Maggie came into this world on June 2, 2004. She came into the world so fast, I did not even realize she was out of my womb. I mean I knew she was but, just could not fathom it. She was like a rocket on her exit. To this day I do not think she was quite ready to make her appearance. We were all ready for her though.
She was always a fun, talkative playful baby and toddler. She loved the water and drawing on walls. I miss that girl so much. The past year...my Maggie has been lost. She is lost to this other person inside her mind.
She has had periods of depression where she would just lay on the couch and suffer from low grade fevers. She would not eat much. It was pretty scary and she ended up in therapy. Honestly, I am not sure that helped her much. She has times where she screams, yells and throws things. It is like she is trying to claw out of the mind and body she is in. She finds her peace in drawing and watching cartoons. She likes Sonic the Hedgehog, AstroBoy and stuff like that. She loves Anime movies.

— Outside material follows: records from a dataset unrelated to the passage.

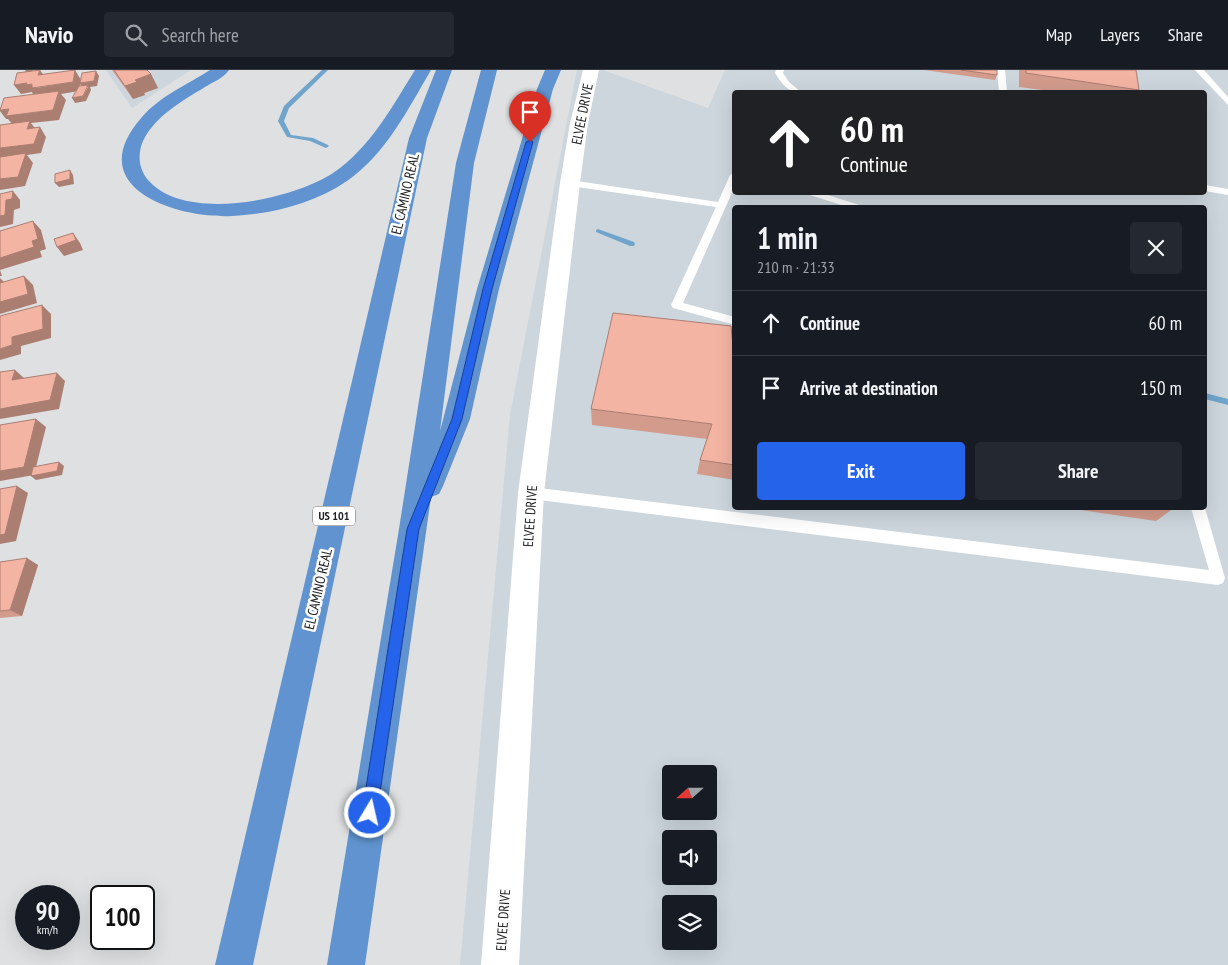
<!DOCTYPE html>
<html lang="en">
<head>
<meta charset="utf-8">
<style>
	:root { --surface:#171b24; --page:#242831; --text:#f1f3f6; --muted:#9ea1a6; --line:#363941; --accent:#2563eb }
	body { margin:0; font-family:"PT Sans Narrow",sans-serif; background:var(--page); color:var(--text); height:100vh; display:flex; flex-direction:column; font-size:19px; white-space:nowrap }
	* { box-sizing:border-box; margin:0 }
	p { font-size:16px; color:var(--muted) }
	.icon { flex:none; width:28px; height:28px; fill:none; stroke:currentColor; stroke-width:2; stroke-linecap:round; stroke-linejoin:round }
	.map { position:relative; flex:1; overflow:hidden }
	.panel { position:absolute; left:732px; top:135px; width:475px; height:305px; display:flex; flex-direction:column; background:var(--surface); border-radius:5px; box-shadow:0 5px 20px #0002 }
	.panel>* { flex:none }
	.guide { position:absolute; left:732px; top:20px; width:475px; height:105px; border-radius:5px; box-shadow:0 5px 20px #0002; background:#202124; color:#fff; overflow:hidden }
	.needle { width:32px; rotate:249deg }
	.controls { position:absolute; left:662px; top:695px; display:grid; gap:10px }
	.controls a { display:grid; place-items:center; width:55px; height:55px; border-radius:5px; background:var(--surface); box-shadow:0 5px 20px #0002; font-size:25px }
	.speed { position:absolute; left:15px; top:815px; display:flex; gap:10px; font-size:25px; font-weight:700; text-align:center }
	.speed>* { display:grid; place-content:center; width:65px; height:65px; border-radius:50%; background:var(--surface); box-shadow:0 5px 20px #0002; line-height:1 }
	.speed small { font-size:12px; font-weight:400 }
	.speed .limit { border:2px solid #111; border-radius:8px; background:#fff; color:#111 }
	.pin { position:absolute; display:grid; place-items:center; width:42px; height:42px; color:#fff; margin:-51px -21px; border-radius:50% 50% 50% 0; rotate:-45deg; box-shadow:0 0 5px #0007 }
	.pin .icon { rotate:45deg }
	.me { position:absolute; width:55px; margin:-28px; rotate:9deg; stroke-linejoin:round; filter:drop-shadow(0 0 4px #0008) }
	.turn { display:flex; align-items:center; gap:18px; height:105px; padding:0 25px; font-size:22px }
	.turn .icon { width:65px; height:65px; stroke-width:2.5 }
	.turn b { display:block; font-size:35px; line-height:42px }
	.round { display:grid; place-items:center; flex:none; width:52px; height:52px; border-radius:5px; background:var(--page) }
	.head { display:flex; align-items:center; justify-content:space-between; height:85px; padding:0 25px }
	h1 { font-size:30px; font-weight:600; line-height:38px }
	.action { display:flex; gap:10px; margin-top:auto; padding:10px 25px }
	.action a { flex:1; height:58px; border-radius:5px; background:var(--accent); color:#fff; font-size:20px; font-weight:600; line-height:58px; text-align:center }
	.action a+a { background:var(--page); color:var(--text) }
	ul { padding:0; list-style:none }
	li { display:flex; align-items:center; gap:15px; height:65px; padding:0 25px; border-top:1px solid var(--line) }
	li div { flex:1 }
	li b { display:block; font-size:19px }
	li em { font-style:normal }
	header { display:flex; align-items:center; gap:30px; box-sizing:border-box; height:70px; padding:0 25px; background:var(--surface); border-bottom:1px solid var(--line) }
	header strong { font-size:24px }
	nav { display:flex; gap:28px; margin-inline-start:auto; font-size:18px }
	.search { width:350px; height:45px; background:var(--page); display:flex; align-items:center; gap:12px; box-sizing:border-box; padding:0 18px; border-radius:5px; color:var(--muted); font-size:19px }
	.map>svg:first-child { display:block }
</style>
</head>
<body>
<header>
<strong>Navio</strong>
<div class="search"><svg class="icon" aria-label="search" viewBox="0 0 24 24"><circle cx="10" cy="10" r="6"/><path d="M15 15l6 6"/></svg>Search here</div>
<nav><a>Map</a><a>Layers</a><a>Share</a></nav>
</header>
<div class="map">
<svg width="1228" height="895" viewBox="0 0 1228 895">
	<rect width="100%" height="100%" fill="#dee0e2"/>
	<!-- built -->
	<g fill="#cdd6dd" fill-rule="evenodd">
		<polygon points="106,0 191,0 132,38"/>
		<path d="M577 0H603L708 38 725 0H1228V895H460L510 345ZM735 22H1205V122H735ZM735 138H1205V438H735ZM671 704H709V741H671ZM671 769H709V806H671ZM671 834H709V871H671Z"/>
	</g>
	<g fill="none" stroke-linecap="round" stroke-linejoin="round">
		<!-- stream -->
		<g fill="#71a4cb" fill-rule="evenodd">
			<polygon points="322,0 328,0 289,38 284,51 291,65 313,68 328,75 329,76 326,78 310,71 287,67 278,51 284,36"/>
			<polygon points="598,159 634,172 635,174 634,176 630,176 596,162 596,160"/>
			<polygon points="1205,323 1228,329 1228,335 1205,329"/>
		</g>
		<!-- lane -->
		<g fill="#fff" fill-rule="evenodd">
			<path d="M776 0H784L783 3 789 12 801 22C787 22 782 14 775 3Z"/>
			<polygon points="997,0 1005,0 1007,22 999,22"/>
			<polygon points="1195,0 1204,0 1228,27 1228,35"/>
			<polygon points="735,102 735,116 683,233 735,247 735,255 673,238 671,235 716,137 570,116 565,113 570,110 718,132 730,105"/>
			<polygon points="1205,115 1228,119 1228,125 1205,121"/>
			<polygon points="800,122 818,122 869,138 851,138"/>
			<polygon points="531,417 1209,500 1191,438 1205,438 1225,508 1223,513 1218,515 531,429 526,427 524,423 526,419"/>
		</g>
		<!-- street -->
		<polygon fill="#fff" fill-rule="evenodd" points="583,0 599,0 588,53 580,113 544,423 519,895 481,895 518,423 560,113 570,53"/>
		<!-- highway -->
		<g fill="#6093cf" fill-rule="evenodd">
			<path d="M210 0H229C224 8 213 12 205 17 182 31 155 46 143 71 137 85 139 99 148 110 185 153 292 130 333 103 370 78 392 37 415 0H431C408 39 386 84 347 111 315 133 272 144 233 146 175 149 80 117 142 47 160 26 187 15 210 0Z"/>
			<polygon points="436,0 452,0 427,68 253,895 215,895 409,68"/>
			<polygon points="481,0 497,0 474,93 440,361 477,219 537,19 545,0 561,0 553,19 499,219 470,349 443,416 439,424 431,427 365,895 327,895 399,459 456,93"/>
		</g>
	</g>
	<!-- wall -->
	<g fill="#d29b8c">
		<polygon points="112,0 147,0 151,4 158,18 144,23 145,25 133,29"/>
		<polygon points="924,0 997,0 997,5 995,10"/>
		<polygon points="1019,0 1136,0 1139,20 1137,22 1058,22 1019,17"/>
		<polygon points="734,287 735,287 735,410 697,404 700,390 707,369 592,355 591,339"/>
		<polygon points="1067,438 1174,438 1156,451"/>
		<polygon points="0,492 38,495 22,546 0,548"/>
	</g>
	<!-- shaded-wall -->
	<g fill="#ab7e72">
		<polygon points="25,0 34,0 27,4"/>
		<polygon points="40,0 46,9 38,5"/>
		<polygon points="75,0 81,10 80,13 94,11 96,1 99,6 97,16 90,17 91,20 86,31 75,33 72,28 83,26 88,17 83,18 80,14 79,21 61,24 66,30 59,50 31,53 37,61 34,68 27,59 29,54 13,55 8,49 6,49 0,41 0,40 9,39 14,45 53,40 58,24 38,27 36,24 33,24 32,22 21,24 14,15 27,13 28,15 32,14 35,18 73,12"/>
		<polygon points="151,4 158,18 144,23 145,25 133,29 125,16 135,10"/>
		<polygon points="40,57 46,67 41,83 27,85 33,93 25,116 0,120 0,78"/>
		<polygon points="70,100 73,105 74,114 59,117 55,113"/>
		<polygon points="13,121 20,130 20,138 14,140 13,154 0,157 0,146 6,130"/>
		<polygon points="33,151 41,160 46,179 40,181 42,187 0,200 2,206 0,206 0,188 32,171"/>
		<polygon points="73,163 80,173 83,180 64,186 57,177"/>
		<polygon points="24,206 33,215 37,233 0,244 0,232"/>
		<polygon points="0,208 7,215 0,214"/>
		<polygon points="42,235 51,244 51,268 21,276 21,284 0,290 0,279"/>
		<polygon points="15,300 25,309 12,310"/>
		<polygon points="57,303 65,311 59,339 0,349 0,339"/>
		<polygon points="36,349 46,357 34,405 0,411 0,401"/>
		<polygon points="59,392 64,396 62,405 36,410 31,406"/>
		<polygon points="17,416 28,423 16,471 0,474 0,465"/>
		<polygon points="27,488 38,495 22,546 10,540"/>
	</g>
	<!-- building -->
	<g fill="#f4b4a3" stroke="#ab7e72">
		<polygon points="40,0 38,5 75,0 73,12 32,18 32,14 26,15 27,13 14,15 17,3"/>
		<polygon points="114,0 147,0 151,4 135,10 137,12 125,16"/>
		<polygon points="961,0 997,0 997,5"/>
		<polygon points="1026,0 1136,0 1139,20 1026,3"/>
		<polygon points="96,1 94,11 80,13 82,3"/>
		<polygon points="88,15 83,26 72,28 79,16"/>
		<polygon points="59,21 53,40 6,46 9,39 0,40 4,28"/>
		<polygon points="30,51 27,59 40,57 34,74 0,78 0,55"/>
		<polygon points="26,83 18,107 0,109 0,87"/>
		<polygon points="70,100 70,109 55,113 55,104"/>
		<polygon points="13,121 12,129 6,130 5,145 0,146 0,124"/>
		<polygon points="33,151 38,169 32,171 34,177 0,188 0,161"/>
		<polygon points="73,163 76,170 57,177 54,169"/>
		<polygon points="24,206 28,224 0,232 0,213"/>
		<polygon points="42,235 43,259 12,267 12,275 0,279 0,246"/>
		<polygon points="613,243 731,256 734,287 735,287 735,395 700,390 712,354 591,339"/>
		<polygon points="15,300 12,310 57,303 50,330 0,339 0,302"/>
		<polygon points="36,349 24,397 0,401 0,355"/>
		<polygon points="59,392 57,401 31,406 33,397"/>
		<polygon points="17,416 5,464 0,465 0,419"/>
		<polygon points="27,488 10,540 0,541 0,492"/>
	</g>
	<!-- route -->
	<polygon fill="#2563eb" stroke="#184099" points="530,70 533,72 492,219 462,349 419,459 377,743 375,748 370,751 365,748 362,743 407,459 452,349 483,219 526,72"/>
	<g text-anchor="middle" stroke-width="5" stroke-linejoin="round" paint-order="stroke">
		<!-- shield labels -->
		<rect fill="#fff" stroke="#656666" stroke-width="1" x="313" y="436.5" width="42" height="19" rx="4"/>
		<g font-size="12" font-weight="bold" fill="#232425">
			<text x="334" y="450">US 101</text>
		</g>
		<!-- street labels -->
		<g font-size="14" fill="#232425" stroke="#fff">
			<text transform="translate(582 44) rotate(-79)" y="5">ELVEE DRIVE</text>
			<text transform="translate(405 124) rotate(-77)" y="5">EL CAMINO REAL</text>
			<text transform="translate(530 446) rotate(-86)" y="5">ELVEE DRIVE</text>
			<text transform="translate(318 519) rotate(-77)" y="5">EL CAMINO REAL</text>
			<text transform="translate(503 850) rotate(-86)" y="5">ELVEE DRIVE</text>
		</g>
	</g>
</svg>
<div class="controls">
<a><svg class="needle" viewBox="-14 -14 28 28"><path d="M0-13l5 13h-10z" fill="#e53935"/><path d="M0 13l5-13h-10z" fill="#9ea1a6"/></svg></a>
<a><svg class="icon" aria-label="sound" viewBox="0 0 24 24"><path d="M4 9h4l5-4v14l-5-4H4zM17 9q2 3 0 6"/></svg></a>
<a><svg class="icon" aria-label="layers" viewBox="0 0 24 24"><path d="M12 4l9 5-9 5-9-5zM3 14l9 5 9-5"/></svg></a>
</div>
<div class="speed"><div>90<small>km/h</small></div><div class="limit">100</div></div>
<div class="pin" style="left:530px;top:72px;background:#d93025"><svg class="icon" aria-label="arrive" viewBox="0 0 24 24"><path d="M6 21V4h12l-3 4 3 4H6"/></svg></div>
<svg class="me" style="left:370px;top:743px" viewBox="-20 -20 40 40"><circle r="17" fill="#2563eb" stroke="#fff" stroke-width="3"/><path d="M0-11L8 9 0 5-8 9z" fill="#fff"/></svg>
<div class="guide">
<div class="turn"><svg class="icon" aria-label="ahead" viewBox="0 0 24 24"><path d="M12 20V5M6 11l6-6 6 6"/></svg><div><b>60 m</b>Continue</div></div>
</div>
<section class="panel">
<div class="head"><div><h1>1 min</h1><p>210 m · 21:33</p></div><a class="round"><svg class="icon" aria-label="close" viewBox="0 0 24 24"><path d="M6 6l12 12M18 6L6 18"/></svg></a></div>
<ul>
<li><svg class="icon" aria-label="ahead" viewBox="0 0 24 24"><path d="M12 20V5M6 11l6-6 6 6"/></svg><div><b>Continue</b></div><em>60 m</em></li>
<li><svg class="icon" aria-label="arrive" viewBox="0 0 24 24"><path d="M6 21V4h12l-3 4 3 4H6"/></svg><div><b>Arrive at destination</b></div><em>150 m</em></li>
</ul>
<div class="action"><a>Exit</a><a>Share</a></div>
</section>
</div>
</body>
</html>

When her body is tired, her mind does not shut off. She is six and thinks about things like who will she marry? What happens if her husband does not like horses? If I die who will her mom be? Her mind is like this everyday. So when she is physically tired and not mentally it is ugly. Her body and mind battle. She will scream and cry, lay on the ground flopping around. You can see the pain in her eyes, she does not like where she is. She does not like not having control over her mind and her body.
I can only hope and pray one day her body and mind will be in sync...and she will have peace. The peace she was meant to have.